* Data
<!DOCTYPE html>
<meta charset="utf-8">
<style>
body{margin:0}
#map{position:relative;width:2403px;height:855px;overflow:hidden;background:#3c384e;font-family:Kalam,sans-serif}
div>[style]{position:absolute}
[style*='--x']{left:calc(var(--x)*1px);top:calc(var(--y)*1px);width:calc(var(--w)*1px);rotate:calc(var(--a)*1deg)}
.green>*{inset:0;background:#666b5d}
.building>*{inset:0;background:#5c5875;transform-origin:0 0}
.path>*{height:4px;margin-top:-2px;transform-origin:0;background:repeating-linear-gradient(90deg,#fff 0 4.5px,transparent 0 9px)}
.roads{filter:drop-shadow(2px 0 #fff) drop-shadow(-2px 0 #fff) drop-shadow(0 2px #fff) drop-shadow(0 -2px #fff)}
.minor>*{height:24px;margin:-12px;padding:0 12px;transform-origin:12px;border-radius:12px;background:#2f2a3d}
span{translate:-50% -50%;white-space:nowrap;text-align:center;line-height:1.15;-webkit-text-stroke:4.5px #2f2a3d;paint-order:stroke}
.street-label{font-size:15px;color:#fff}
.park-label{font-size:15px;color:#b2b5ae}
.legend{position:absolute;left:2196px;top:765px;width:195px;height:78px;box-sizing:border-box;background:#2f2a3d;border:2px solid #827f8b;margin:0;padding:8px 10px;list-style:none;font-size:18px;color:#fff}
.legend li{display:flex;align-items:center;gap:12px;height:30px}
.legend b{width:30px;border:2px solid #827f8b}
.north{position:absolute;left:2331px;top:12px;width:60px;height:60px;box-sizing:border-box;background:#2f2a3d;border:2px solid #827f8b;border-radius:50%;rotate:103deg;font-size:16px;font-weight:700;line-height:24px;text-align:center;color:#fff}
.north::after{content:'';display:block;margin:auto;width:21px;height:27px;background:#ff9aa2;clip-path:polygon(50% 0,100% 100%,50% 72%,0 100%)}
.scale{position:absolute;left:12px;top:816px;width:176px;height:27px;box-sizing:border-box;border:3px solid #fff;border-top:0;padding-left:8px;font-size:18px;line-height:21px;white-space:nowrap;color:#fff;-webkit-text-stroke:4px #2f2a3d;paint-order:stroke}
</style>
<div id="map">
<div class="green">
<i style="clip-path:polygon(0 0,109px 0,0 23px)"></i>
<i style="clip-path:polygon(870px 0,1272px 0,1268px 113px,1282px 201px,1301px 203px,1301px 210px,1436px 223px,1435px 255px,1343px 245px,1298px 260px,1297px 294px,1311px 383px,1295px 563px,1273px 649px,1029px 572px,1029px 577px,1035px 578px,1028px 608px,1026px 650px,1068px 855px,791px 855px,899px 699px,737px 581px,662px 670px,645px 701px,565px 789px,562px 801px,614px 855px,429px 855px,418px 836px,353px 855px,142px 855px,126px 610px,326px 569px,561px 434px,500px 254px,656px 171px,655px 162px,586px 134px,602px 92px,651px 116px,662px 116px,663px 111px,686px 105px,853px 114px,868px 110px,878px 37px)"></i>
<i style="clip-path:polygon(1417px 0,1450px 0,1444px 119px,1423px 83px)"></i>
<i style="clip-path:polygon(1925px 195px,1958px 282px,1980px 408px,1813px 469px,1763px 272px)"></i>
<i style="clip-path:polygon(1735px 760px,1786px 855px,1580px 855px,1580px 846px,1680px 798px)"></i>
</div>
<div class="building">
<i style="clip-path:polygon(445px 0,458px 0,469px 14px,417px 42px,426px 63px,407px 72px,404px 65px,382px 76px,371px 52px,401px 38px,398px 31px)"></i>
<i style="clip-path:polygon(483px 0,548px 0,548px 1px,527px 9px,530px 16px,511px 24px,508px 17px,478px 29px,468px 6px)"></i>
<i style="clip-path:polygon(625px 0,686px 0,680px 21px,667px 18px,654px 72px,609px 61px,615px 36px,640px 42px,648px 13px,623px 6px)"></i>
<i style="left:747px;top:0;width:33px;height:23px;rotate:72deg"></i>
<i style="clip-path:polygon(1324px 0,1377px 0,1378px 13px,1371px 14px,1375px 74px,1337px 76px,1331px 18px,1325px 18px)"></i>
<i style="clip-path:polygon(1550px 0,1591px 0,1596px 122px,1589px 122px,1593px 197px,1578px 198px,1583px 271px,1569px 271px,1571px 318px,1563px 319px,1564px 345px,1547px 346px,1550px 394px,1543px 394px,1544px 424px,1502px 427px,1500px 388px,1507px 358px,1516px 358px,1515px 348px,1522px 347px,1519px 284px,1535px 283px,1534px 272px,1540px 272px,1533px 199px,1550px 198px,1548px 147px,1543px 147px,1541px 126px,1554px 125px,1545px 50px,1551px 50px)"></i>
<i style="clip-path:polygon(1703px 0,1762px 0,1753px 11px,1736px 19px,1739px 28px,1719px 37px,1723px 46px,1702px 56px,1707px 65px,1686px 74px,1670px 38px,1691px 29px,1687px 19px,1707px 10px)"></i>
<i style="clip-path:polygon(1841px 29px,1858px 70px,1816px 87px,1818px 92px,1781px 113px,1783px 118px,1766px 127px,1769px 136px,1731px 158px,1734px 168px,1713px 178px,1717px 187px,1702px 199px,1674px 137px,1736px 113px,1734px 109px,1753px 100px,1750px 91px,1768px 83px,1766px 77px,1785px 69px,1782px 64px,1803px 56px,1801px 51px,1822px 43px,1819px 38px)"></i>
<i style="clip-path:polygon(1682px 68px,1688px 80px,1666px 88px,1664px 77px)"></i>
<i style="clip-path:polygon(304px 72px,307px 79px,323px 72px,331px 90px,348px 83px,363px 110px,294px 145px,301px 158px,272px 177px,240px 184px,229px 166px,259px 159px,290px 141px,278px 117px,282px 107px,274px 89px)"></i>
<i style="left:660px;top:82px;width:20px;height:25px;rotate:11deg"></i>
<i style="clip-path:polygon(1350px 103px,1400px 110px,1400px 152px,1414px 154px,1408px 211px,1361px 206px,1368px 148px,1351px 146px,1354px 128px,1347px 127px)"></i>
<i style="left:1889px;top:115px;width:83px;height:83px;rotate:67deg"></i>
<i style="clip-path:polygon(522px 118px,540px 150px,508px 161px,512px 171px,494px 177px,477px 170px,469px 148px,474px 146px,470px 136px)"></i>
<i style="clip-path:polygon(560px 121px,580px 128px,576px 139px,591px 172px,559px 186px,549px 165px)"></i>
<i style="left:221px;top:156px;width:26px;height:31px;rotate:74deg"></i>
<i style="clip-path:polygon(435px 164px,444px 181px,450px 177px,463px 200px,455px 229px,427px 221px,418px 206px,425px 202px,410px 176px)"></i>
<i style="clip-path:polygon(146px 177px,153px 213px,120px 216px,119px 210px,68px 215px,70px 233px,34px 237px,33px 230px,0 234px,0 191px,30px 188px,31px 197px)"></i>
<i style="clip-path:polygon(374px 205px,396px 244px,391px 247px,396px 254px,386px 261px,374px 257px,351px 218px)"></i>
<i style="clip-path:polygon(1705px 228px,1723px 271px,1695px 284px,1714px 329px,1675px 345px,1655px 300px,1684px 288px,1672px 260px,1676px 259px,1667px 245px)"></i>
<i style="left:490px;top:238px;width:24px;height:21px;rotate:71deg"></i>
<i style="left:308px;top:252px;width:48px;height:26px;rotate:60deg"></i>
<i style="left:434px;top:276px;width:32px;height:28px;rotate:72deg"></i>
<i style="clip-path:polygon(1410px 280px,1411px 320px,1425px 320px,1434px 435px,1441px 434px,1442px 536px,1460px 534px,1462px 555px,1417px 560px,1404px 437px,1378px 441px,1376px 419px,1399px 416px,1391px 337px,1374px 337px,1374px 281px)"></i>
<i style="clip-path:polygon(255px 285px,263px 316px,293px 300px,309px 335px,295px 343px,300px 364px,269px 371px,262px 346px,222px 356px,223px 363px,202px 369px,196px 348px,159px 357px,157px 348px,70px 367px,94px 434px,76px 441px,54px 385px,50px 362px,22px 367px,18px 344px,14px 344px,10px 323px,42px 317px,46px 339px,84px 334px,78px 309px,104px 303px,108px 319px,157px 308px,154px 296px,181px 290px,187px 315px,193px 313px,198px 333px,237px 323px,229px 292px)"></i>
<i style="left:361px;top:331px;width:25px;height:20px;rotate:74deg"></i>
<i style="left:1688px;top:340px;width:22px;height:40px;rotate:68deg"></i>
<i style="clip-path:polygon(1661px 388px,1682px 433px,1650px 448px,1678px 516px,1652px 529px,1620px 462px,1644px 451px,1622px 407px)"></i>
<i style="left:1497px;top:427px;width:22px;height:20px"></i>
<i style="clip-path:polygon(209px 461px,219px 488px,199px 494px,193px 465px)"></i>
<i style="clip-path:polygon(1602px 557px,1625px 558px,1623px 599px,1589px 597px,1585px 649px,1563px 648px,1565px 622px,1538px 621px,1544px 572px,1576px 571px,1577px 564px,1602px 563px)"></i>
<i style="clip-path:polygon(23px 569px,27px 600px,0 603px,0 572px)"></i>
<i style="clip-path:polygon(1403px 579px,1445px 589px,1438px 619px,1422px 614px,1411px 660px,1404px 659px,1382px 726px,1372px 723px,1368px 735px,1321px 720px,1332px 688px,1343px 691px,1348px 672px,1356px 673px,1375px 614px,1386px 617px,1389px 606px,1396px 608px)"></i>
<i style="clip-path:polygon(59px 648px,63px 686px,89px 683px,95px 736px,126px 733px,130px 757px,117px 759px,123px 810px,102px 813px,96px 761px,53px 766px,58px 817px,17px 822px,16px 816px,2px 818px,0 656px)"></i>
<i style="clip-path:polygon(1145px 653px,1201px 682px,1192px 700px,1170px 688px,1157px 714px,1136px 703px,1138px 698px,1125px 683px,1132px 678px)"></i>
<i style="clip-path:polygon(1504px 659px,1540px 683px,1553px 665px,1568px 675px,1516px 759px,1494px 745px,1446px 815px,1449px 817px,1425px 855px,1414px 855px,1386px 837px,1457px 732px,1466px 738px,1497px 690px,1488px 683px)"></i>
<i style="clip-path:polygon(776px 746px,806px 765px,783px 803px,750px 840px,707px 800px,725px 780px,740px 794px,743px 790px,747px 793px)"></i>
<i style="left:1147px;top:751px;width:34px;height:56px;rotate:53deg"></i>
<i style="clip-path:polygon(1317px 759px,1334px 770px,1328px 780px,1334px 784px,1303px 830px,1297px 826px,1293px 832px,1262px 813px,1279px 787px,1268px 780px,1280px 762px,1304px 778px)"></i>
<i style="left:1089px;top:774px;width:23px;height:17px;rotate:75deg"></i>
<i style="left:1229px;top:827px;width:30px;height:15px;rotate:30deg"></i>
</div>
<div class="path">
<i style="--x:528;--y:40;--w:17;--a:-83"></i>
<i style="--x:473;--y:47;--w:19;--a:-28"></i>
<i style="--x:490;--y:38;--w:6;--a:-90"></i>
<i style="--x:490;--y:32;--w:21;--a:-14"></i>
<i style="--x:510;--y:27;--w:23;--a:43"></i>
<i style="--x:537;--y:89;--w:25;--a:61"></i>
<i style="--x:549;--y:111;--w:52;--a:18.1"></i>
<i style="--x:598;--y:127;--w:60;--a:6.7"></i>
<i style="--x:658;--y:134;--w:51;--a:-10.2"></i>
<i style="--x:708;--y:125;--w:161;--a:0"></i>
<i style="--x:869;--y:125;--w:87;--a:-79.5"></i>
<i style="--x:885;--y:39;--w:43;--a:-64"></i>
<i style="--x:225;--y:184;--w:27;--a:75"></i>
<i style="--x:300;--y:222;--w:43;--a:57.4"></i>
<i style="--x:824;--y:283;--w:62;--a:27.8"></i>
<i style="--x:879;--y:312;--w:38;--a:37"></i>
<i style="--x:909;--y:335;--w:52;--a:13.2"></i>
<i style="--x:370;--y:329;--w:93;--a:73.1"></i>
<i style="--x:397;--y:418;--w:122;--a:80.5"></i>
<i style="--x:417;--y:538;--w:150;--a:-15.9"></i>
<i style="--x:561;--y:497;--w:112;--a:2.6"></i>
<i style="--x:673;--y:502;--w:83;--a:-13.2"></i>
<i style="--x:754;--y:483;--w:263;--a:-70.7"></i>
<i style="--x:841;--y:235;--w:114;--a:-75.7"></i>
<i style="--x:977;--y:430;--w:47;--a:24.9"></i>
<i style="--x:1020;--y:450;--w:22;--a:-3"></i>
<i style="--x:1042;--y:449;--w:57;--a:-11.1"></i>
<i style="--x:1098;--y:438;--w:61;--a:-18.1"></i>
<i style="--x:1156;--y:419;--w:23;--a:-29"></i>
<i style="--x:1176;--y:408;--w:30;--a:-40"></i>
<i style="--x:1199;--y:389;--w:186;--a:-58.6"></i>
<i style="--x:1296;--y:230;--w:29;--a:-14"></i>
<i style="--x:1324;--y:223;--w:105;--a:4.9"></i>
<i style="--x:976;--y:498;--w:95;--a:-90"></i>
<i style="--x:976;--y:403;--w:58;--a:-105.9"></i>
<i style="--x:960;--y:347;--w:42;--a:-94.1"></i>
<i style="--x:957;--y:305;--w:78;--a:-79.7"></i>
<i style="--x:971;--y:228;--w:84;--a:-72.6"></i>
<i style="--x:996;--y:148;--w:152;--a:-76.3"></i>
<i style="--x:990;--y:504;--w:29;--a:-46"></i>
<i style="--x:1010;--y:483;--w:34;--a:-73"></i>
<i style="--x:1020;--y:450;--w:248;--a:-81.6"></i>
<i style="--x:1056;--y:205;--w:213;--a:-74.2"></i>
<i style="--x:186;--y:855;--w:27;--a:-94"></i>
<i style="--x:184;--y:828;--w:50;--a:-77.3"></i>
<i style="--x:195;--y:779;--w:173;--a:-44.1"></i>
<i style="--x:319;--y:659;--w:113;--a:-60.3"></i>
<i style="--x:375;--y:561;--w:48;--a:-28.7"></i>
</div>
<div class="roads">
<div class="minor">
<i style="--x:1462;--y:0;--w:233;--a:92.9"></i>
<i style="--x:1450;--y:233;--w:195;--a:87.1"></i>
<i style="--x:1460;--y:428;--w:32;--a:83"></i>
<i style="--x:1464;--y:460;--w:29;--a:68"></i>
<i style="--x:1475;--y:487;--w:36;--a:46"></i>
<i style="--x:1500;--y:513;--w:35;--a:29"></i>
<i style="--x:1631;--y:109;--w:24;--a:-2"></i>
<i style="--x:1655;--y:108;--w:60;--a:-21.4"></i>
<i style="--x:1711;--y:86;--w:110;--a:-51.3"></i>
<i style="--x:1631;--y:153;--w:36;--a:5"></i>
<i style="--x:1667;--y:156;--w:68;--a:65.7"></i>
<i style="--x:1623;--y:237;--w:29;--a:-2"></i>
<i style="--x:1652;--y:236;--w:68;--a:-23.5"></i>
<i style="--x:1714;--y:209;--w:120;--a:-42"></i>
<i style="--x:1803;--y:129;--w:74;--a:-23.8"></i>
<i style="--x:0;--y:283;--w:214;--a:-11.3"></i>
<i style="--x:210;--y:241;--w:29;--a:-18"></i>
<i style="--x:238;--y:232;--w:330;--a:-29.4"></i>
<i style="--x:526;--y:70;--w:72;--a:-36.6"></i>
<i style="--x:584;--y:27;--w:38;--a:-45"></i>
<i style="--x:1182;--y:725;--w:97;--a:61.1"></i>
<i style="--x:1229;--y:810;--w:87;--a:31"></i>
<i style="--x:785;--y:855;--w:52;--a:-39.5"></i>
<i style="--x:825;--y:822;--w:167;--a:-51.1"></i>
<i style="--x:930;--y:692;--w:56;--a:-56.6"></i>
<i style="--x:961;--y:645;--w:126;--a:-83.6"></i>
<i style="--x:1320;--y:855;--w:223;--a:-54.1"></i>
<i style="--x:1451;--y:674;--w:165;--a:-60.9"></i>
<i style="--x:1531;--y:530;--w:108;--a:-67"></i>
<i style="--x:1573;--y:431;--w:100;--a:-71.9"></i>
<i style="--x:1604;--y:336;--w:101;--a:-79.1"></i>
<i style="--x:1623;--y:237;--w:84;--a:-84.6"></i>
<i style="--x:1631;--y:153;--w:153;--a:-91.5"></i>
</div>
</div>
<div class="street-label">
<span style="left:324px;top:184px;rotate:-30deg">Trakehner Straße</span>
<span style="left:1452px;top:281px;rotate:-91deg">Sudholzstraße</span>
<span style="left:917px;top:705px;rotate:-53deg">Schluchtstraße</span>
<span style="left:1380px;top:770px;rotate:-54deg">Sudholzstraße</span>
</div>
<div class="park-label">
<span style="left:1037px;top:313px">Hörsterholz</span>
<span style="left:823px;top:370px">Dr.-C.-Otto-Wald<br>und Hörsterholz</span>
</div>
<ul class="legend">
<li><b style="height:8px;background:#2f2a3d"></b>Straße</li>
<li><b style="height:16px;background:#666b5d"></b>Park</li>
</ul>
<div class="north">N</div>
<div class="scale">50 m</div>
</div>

* Brief
Your output should be an exact copy of the lines from the top of the listing above to the line with "0 #fff) drop-shadow(-2px", both ends included.

* Result
<!DOCTYPE html>
<meta charset="utf-8">
<style>
body{margin:0}
#map{position:relative;width:2403px;height:855px;overflow:hidden;background:#3c384e;font-family:Kalam,sans-serif}
div>[style]{position:absolute}
[style*='--x']{left:calc(var(--x)*1px);top:calc(var(--y)*1px);width:calc(var(--w)*1px);rotate:calc(var(--a)*1deg)}
.green>*{inset:0;background:#666b5d}
.building>*{inset:0;background:#5c5875;transform-origin:0 0}
.path>*{height:4px;margin-top:-2px;transform-origin:0;background:repeating-linear-gradient(90deg,#fff 0 4.5px,transparent 0 9px)}
.roads{filter:drop-shadow(2px 0 #fff) drop-shadow(-2px 0 #fff) drop-shadow(0 2px #fff) drop-shadow(0 -2px #fff)}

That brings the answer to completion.